TASK REQUIREMENTS:
From the listing below, copy each line where "absolute" occurs.
-------------------------
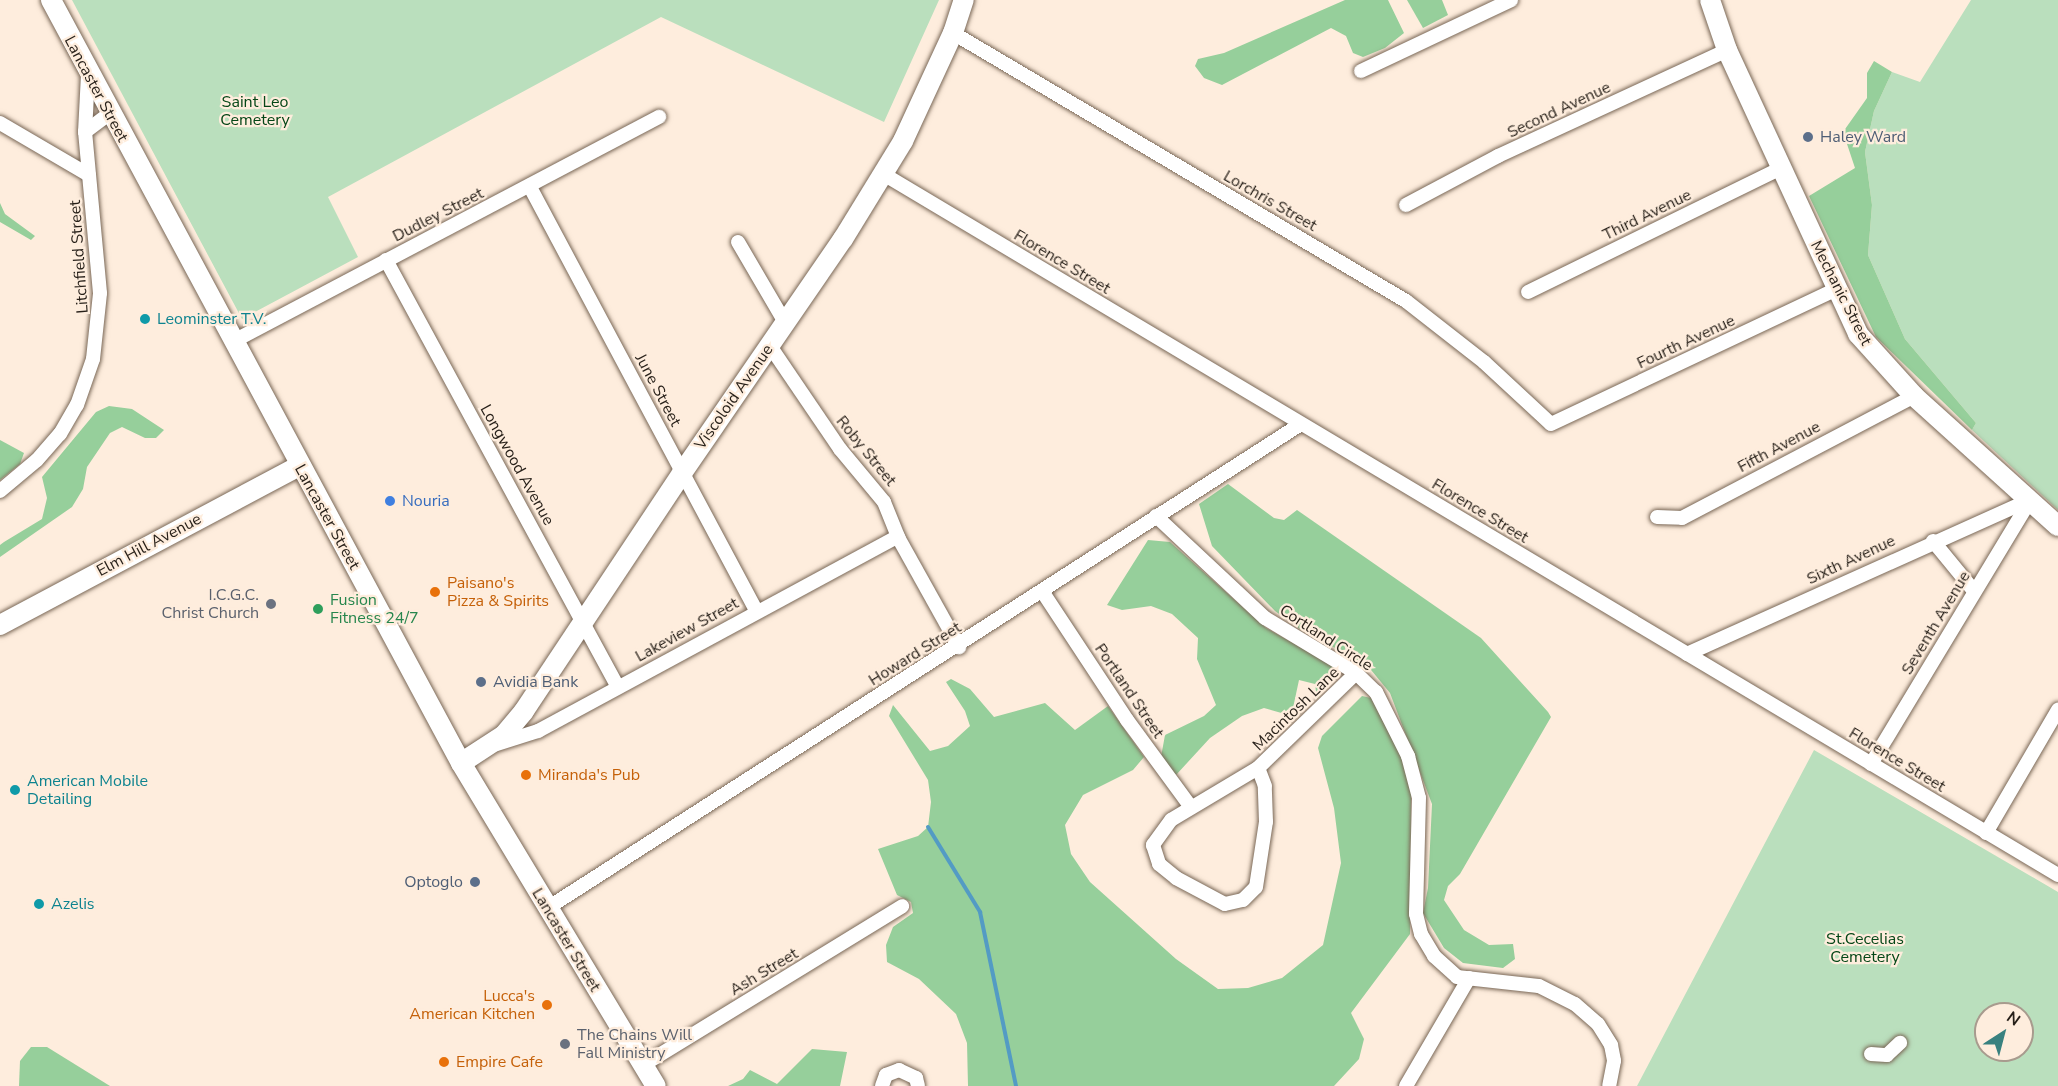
<!DOCTYPE html>
<html>
<head>
<meta charset="utf-8">
<style>
	body { margin:0 }
	#map { position:relative; width:2058px; height:1086px; overflow:hidden; background:#feeddd; font-family:"Nunito Sans",sans-serif }
	div>[style] { position:absolute }
	.green>* { inset:0; background:#badfbd }
	.forest>* { inset:0; background:#96cf9b }
	.stream>* { height:4px; margin:-2px; padding:0 2px; transform-origin:2px; border-radius:2px; background:#539bc4 }
	.roads { filter:drop-shadow(0 0 2px #796756) drop-shadow(0 0 2px #796756) }
	.minor>* { height:14px; margin:-7px; padding:0 7px; transform-origin:7px; border-radius:7px; background:#fff }
	.secondary>* { height:20px; margin:-10px; padding:0 10px; transform-origin:10px; border-radius:10px; background:#fff }
	.dots>* { width:16px; height:16px; translate:-50% -50%; box-sizing:border-box; border:3px solid #feeddd; border-radius:50% }
	span { translate:-50% -50%; white-space:nowrap; text-align:center; line-height:1.15; -webkit-text-stroke:4.5px #feeddd; paint-order:stroke }
	.street-label { font-size:16px; color:#261f18 }
	.park-label { font-size:16px; color:#044616 }
	.service-label { font-size:16px; color:#4e5e75 }
	.left { translate:0 -50%; text-align:left }
	.right { translate:-100% -50%; text-align:right }
	.culture-label { font-size:16px; color:#0d838f }
	.shop-label { font-size:16px; color:#366cbe }
	.food-label { font-size:16px; color:#c56008 }
	.worship-label { font-size:16px; color:#5b616d }
	.leisure-label { font-size:16px; color:#27864d }
	.north { position:absolute; left:1974px; top:1002px; width:60px; height:60px; box-sizing:border-box; background:#feeddd; border:2px solid #a89b8e; border-radius:50%; rotate:36deg; font-size:16px; font-weight:700; line-height:24px; text-align:center; color:#261f18 }
	.north::after { content:''; display:block; margin:auto; width:21px; height:27px; background:#39817f; clip-path:polygon(50% 0,100% 100%,50% 72%,0 100%) }
</style>
</head>
<body>
<div id="map">
	<div class="green">
		<div style="clip-path:polygon(72px 0,939px 0,884px 122px,661px 17px,328px 197px,358px 257px,242px 319px)"></div>
		<div style="clip-path:polygon(1971px 0,2058px 0,2058px 510px,1972px 430px,1976px 423px,1905px 339px,1868px 255px,1872px 205px,1865px 152px,1874px 111px,1892px 72px,1920px 82px)"></div>
		<div style="clip-path:polygon(evenodd,1814px 750px,2058px 892px,2058px 1086px,1637px 1086px,1814px 750px,1986px 1014px,2022px 1014px,2022px 1050px,1986px 1050px,1986px 1014px)"></div>
	</div>
	<div class="forest">
		<div style="clip-path:polygon(1345px 0,1388px 0,1404px 33px,1385px 48px,1363px 57px,1353px 53px,1346px 36px,1331px 28px,1222px 85px,1204px 78px,1195px 66px,1198px 59px,1224px 53px)"></div>
		<div style="clip-path:polygon(1407px 0,1442px 0,1448px 15px,1423px 28px)"></div>
		<div style="clip-path:polygon(1874px 61px,1892px 72px,1874px 111px,1865px 152px,1872px 205px,1868px 255px,1905px 339px,1976px 423px,1972px 430px,1876px 337px,1809px 196px,1855px 168px,1843px 132px,1867px 98px,1867px 73px)"></div>
		<div style="clip-path:polygon(0 203px,5px 214px,35px 236px,31px 240px,0 222px)"></div>
		<div style="clip-path:polygon(109px 406px,132px 409px,164px 430px,156px 438px,145px 438px,122px 427px,110px 433px,87px 467px,83px 489px,72px 507px,0 557px,0 545px,4px 542px,42px 519px,47px 498px,42px 477px,96px 412px)"></div>
		<div style="clip-path:polygon(0 440px,24px 453px,20px 464px,0 480px)"></div>
		<div style="clip-path:polygon(1228px 484px,1274px 518px,1284px 520px,1297px 510px,1481px 638px,1548px 712px,1551px 717px,1460px 874px,1448px 886px,1444px 900px,1464px 930px,1489px 945px,1513px 944px,1515px 959px,1503px 968px,1463px 963px,1444px 948px,1423px 913px,1428px 888px,1432px 804px,1390px 693px,1367px 665px,1301px 630px,1275px 611px,1212px 546px,1199px 504px)"></div>
		<div style="clip-path:polygon(1148px 540px,1170px 542px,1266px 628px,1336px 667px,1333px 680px,1317px 699px,1315px 684px,1299px 680px,1293px 708px,1285px 714px,1264px 708px,1242px 716px,1210px 738px,1176px 775px,1161px 757px,1165px 735px,1204px 716px,1216px 705px,1197px 659px,1198px 638px,1172px 614px,1151px 606px,1122px 610px,1107px 605px)"></div>
		<div style="clip-path:polygon(951px 679px,970px 689px,994px 717px,1045px 703px,1075px 730px,1108px 706px,1144px 757px,1133px 770px,1083px 795px,1065px 825px,1071px 854px,1090px 882px,1176px 959px,1218px 989px,1248px 988px,1282px 978px,1323px 945px,1341px 863px,1334px 808px,1318px 748px,1322px 736px,1362px 696px,1371px 698px,1405px 764px,1411px 792px,1410px 934px,1351px 1013px,1364px 1039px,1359px 1059px,1334px 1086px,968px 1086px,967px 1043px,956px 1014px,919px 979px,887px 962px,886px 945px,893px 927px,913px 913px,911px 902px,897px 895px,878px 849px,918px 836px,928px 827px,931px 802px,928px 780px,889px 716px,893px 705px,930px 751px,948px 746px,970px 726px,965px 711px,946px 682px)"></div>
		<div style="clip-path:polygon(31px 1047px,47px 1047px,110px 1086px,19px 1086px,20px 1061px)"></div>
		<div style="clip-path:polygon(812px 1049px,847px 1052px,840px 1086px,728px 1086px,743px 1079px,750px 1070px,777px 1084px)"></div>
	</div>
	<div class="stream">
		<div style="left:928px;top:827px;width:100px;rotate:58.5deg"></div>
		<div style="left:980px;top:912px;width:178px;rotate:78.3deg"></div>
	</div>
	<div class="roads">
		<div class="minor">
			<div style="left:953px;top:33px;width:526px;rotate:30.61deg"></div>
			<div style="left:1406px;top:301px;width:99px;rotate:38deg"></div>
			<div style="left:1484px;top:362px;width:91px;rotate:42.8deg"></div>
			<div style="left:1551px;top:424px;width:314px;rotate:-25.3deg"></div>
			<div style="left:1361px;top:71px;width:166px;rotate:-25.3deg"></div>
			<div style="left:0;top:123px;width:103px;rotate:30.3deg"></div>
			<div style="left:85px;top:132px;width:57px;rotate:-87deg"></div>
			<div style="left:885px;top:175px;width:1366px;rotate:30.83deg"></div>
			<div style="left:530px;top:187px;width:480px;rotate:61.9deg"></div>
			<div style="left:1406px;top:205px;width:104px;rotate:-28deg"></div>
			<div style="left:1498px;top:156px;width:252px;rotate:-24.8deg"></div>
			<div style="left:738px;top:242px;width:95px;rotate:59.7deg"></div>
			<div style="left:386px;top:260px;width:486px;rotate:61.5deg"></div>
			<div style="left:1528px;top:292px;width:282px;rotate:-26.1deg"></div>
			<div style="left:232px;top:342px;width:483px;rotate:-27.8deg"></div>
			<div style="left:770px;top:346px;width:125px;rotate:55.8deg"></div>
			<div style="left:840px;top:449px;width:69px;rotate:50.3deg"></div>
			<div style="left:884px;top:502px;width:40px;rotate:68deg"></div>
			<div style="left:899px;top:539px;width:124px;rotate:60.9deg"></div>
			<div style="left:0;top:491px;width:48px;rotate:-40deg"></div>
			<div style="left:37px;top:460px;width:35px;rotate:-49deg"></div>
			<div style="left:60px;top:434px;width:34px;rotate:-60deg"></div>
			<div style="left:77px;top:405px;width:49px;rotate:-70.8deg"></div>
			<div style="left:93px;top:359px;width:66px;rotate:-83.9deg"></div>
			<div style="left:100px;top:293px;width:162px;rotate:-95.3deg"></div>
			<div style="left:85px;top:132px;width:30px;rotate:-37deg"></div>
			<div style="left:1156px;top:516px;width:149px;rotate:43.1deg"></div>
			<div style="left:1265px;top:618px;width:106px;rotate:31.1deg"></div>
			<div style="left:1356px;top:673px;width:28px;rotate:44deg"></div>
			<div style="left:1376px;top:692px;width:72px;rotate:63.4deg"></div>
			<div style="left:1408px;top:756px;width:43px;rotate:75.3deg"></div>
			<div style="left:1419px;top:798px;width:116px;rotate:91.5deg"></div>
			<div style="left:1416px;top:914px;width:21px;rotate:76deg"></div>
			<div style="left:1421px;top:934px;width:26px;rotate:59deg"></div>
			<div style="left:1434px;top:956px;width:31px;rotate:42deg"></div>
			<div style="left:1457px;top:977px;width:82px;rotate:6.3deg"></div>
			<div style="left:1539px;top:986px;width:40px;rotate:26.6deg"></div>
			<div style="left:1575px;top:1004px;width:30px;rotate:41deg"></div>
			<div style="left:1598px;top:1024px;width:25px;rotate:58deg"></div>
			<div style="left:1611px;top:1045px;width:16px;rotate:79deg"></div>
			<div style="left:1614px;top:1061px;width:25px;rotate:101deg"></div>
			<div style="left:1657px;top:517px;width:25px;rotate:2deg"></div>
			<div style="left:1682px;top:518px;width:262px;rotate:-27.7deg"></div>
			<div style="left:1933px;top:541px;width:65px;rotate:50.6deg"></div>
			<div style="left:1042px;top:591px;width:154px;rotate:56.6deg"></div>
			<div style="left:1127px;top:720px;width:108px;rotate:53.7deg"></div>
			<div style="left:1687px;top:654px;width:376px;rotate:-24.2deg"></div>
			<div style="left:497px;top:744px;width:43px;rotate:-17.6deg"></div>
			<div style="left:538px;top:731px;width:409px;rotate:-28.4deg"></div>
			<div style="left:1871px;top:764px;width:308px;rotate:-58.9deg"></div>
			<div style="left:1258px;top:768px;width:101px;rotate:149.1deg"></div>
			<div style="left:1171px;top:820px;width:31px;rotate:126deg"></div>
			<div style="left:1153px;top:845px;width:20px;rotate:72deg"></div>
			<div style="left:1159px;top:864px;width:22px;rotate:39deg"></div>
			<div style="left:1176px;top:878px;width:55px;rotate:28deg"></div>
			<div style="left:1225px;top:904px;width:18px;rotate:-13deg"></div>
			<div style="left:1243px;top:900px;width:18px;rotate:-45deg"></div>
			<div style="left:1256px;top:887px;width:66px;rotate:-81.3deg"></div>
			<div style="left:1266px;top:822px;width:36px;rotate:-92deg"></div>
			<div style="left:1265px;top:786px;width:19px;rotate:-111deg"></div>
			<div style="left:1258px;top:768px;width:136px;rotate:-44.1deg"></div>
			<div style="left:1986px;top:833px;width:143px;rotate:-59.7deg"></div>
			<div style="left:546px;top:909px;width:897px;rotate:-32.72deg"></div>
			<div style="left:1871px;top:1054px;width:16px;rotate:4deg"></div>
			<div style="left:1887px;top:1055px;width:18px;rotate:-43deg"></div>
			<div style="left:643px;top:1065px;width:304px;rotate:-31.5deg"></div>
			<div style="left:882px;top:1086px;width:12px;rotate:-70deg"></div>
			<div style="left:886px;top:1075px;width:14px;rotate:-21deg"></div>
			<div style="left:899px;top:1070px;width:19px;rotate:25deg"></div>
			<div style="left:916px;top:1078px;width:8px;rotate:76deg"></div>
			<div style="left:1406px;top:1086px;width:125px;rotate:-59.7deg"></div>
		</div>
		<div class="secondary">
			<div style="left:51px;top:0;width:866px;rotate:61.75deg"></div>
			<div style="left:461px;top:763px;width:377px;rotate:58.9deg"></div>
			<div style="left:1710px;top:0;width:53px;rotate:71.2deg"></div>
			<div style="left:1727px;top:50px;width:313px;rotate:65.2deg"></div>
			<div style="left:1858px;top:334px;width:84px;rotate:47.9deg"></div>
			<div style="left:1914px;top:396px;width:194px;rotate:42.1deg"></div>
			<div style="left:0;top:625px;width:339px;rotate:-28deg"></div>
			<div style="left:461px;top:763px;width:51px;rotate:-33.1deg"></div>
			<div style="left:504px;top:735px;width:31px;rotate:-50deg"></div>
			<div style="left:524px;top:711px;width:286px;rotate:-56.4deg"></div>
			<div style="left:682px;top:473px;width:284px;rotate:-55.5deg"></div>
			<div style="left:843px;top:239px;width:115px;rotate:-58.5deg"></div>
			<div style="left:903px;top:141px;width:119px;rotate:-65.2deg"></div>
			<div style="left:953px;top:33px;width:35px;rotate:-72deg"></div>
		</div>
	</div>
	<div class="dots">
		<div style="left:1808px;top:137px;background:#5c6f8a"></div>
		<div style="left:145px;top:319px;background:#0f9aa8"></div>
		<div style="left:390px;top:501px;background:#3f7fe0"></div>
		<div style="left:435px;top:592px;background:#e8710a"></div>
		<div style="left:271px;top:604px;background:#6b7280"></div>
		<div style="left:318px;top:609px;background:#2e9e5b"></div>
		<div style="left:481px;top:682px;background:#5c6f8a"></div>
		<div style="left:526px;top:775px;background:#e8710a"></div>
		<div style="left:15px;top:790px;background:#0f9aa8"></div>
		<div style="left:475px;top:882px;background:#5c6f8a"></div>
		<div style="left:39px;top:904px;background:#0f9aa8"></div>
		<div style="left:547px;top:1005px;background:#e8710a"></div>
		<div style="left:565px;top:1044px;background:#6b7280"></div>
		<div style="left:444px;top:1062px;background:#e8710a"></div>
	</div>
	<div class="street-label">
		<span style="left:96px;top:89px;rotate:62deg">Lancaster Street</span>
		<span style="left:1559px;top:110px;rotate:-25deg">Second Avenue</span>
		<span style="left:1270px;top:201px;rotate:30deg">Lorchris Street</span>
		<span style="left:438px;top:215px;rotate:-27deg">Dudley Street</span>
		<span style="left:1647px;top:215px;rotate:-26deg">Third Avenue</span>
		<span style="left:79px;top:257px;rotate:-94deg">Litchfield Street</span>
		<span style="left:1062px;top:262px;rotate:31deg">Florence Street</span>
		<span style="left:1841px;top:293px;rotate:63deg">Mechanic Street</span>
		<span style="left:1686px;top:342px;rotate:-25deg">Fourth Avenue</span>
		<span style="left:658px;top:390px;rotate:62deg">June Street</span>
		<span style="left:734px;top:397px;rotate:-55deg">Viscoloid Avenue</span>
		<span style="left:1779px;top:447px;rotate:-28deg">Fifth Avenue</span>
		<span style="left:866px;top:451px;rotate:51deg">Roby Street</span>
		<span style="left:517px;top:465px;rotate:61deg">Longwood Avenue</span>
		<span style="left:1480px;top:511px;rotate:31deg">Florence Street</span>
		<span style="left:327px;top:517px;rotate:61deg">Lancaster Street</span>
		<span style="left:149px;top:545px;rotate:-28deg">Elm Hill Avenue</span>
		<span style="left:1851px;top:560px;rotate:-25deg">Sixth Avenue</span>
		<span style="left:1936px;top:623px;rotate:-59deg">Seventh Avenue</span>
		<span style="left:687px;top:630px;rotate:-29deg">Lakeview Street</span>
		<span style="left:1326px;top:638px;rotate:33deg">Cortland Circle</span>
		<span style="left:915px;top:654px;rotate:-32deg">Howard Street</span>
		<span style="left:1129px;top:691px;rotate:56deg">Portland Street</span>
		<span style="left:1296px;top:709px;rotate:-44deg">Macintosh Lane</span>
		<span style="left:1897px;top:760px;rotate:31deg">Florence Street</span>
		<span style="left:566px;top:940px;rotate:59deg">Lancaster Street</span>
		<span style="left:764px;top:972px;rotate:-31deg">Ash Street</span>
	</div>
	<div class="park-label">
		<span style="left:255px;top:111px">Saint Leo<br>Cemetery</span>
		<span style="left:1865px;top:948px">St.Cecelias<br>Cemetery</span>
	</div>
	<div class="service-label">
		<span class="left" style="left:1820px;top:137px">Haley Ward</span>
		<span class="left" style="left:493px;top:682px">Avidia Bank</span>
		<span class="right" style="left:463px;top:882px">Optoglo</span>
	</div>
	<div class="culture-label">
		<span class="left" style="left:157px;top:319px">Leominster T.V.</span>
		<span class="left" style="left:27px;top:790px">American Mobile<br>Detailing</span>
		<span class="left" style="left:51px;top:904px">Azelis</span>
	</div>
	<div class="shop-label">
		<span class="left" style="left:402px;top:501px">Nouria</span>
	</div>
	<div class="food-label">
		<span class="left" style="left:447px;top:592px">Paisano's<br>Pizza &amp; Spirits</span>
		<span class="left" style="left:538px;top:775px">Miranda's Pub</span>
		<span class="right" style="left:535px;top:1005px">Lucca's<br>American Kitchen</span>
		<span class="left" style="left:456px;top:1062px">Empire Cafe</span>
	</div>
	<div class="worship-label">
		<span class="right" style="left:259px;top:604px">I.C.G.C.<br>Christ Church</span>
		<span class="left" style="left:577px;top:1044px">The Chains Will<br>Fall Ministry</span>
	</div>
	<div class="leisure-label">
		<span class="left" style="left:330px;top:609px">Fusion<br>Fitness 24/7</span>
	</div>
	<div class="north">N</div>
</div>
</body>
</html>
-------------------------
RESPONSE TO THE TASK:
	div>[style] { position:absolute }
	.north { position:absolute; left:1974px; top:1002px; width:60px; height:60px; box-sizing:border-box; background:#feeddd; border:2px solid #a89b8e; border-radius:50%; rotate:36deg; font-size:16px; font-weight:700; line-height:24px; text-align:center; color:#261f18 }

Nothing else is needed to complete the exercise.